=== Section Start ===

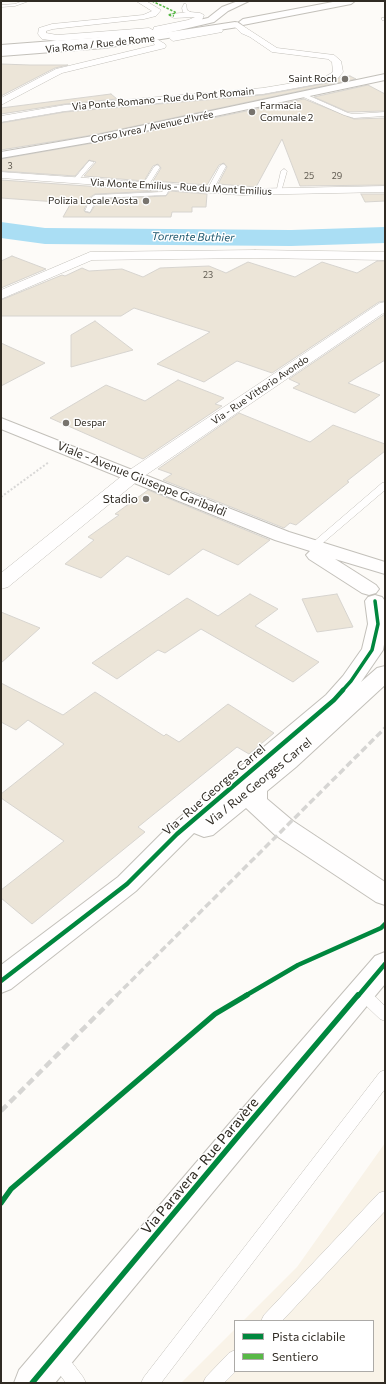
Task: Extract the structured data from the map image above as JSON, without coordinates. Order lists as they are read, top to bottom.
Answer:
{
  "streets": {
    "street": [
      "Via Roma / Rue de Rome",
      "Via Ponte Romano - Rue du Pont Romain",
      "Corso Ivrea / Avenue d'Ivrée",
      "Via Monte Emilius - Rue du Mont Emilius",
      "Via - Rue Vittorio Avondo",
      "Viale - Avenue Giuseppe Garibaldi",
      "Via / Rue Georges Carrel",
      "Via - Rue Georges Carrel",
      "Via Paravera - Rue Paravère"
    ]
  },
  "crossings": [
    ["Via - Rue Vittorio Avondo", "Viale - Avenue Giuseppe Garibaldi"],
    ["Viale - Avenue Giuseppe Garibaldi", "Via - Rue Georges Carrel"],
    ["Via / Rue Georges Carrel", "Via - Rue Georges Carrel"]
  ],
  "water": ["Torrente Buthier"],
  "places": [
    "Saint Roch",
    "Farmacia Comunale 2",
    "Polizia Locale Aosta",
    "Despar",
    "Stadio"
  ],
  "house_numbers": [
    "3",
    "25",
    "29",
    "23"
  ],
  "legend": ["Pista ciclabile", "Sentiero"]
}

=== Section End ===

* _Activity_
Filter the records above and copy every line that contains the word "Giuseppe".

* _Solution below_
      "Viale - Avenue Giuseppe Garibaldi",
    ["Via - Rue Vittorio Avondo", "Viale - Avenue Giuseppe Garibaldi"],
    ["Viale - Avenue Giuseppe Garibaldi", "Via - Rue Georges Carrel"],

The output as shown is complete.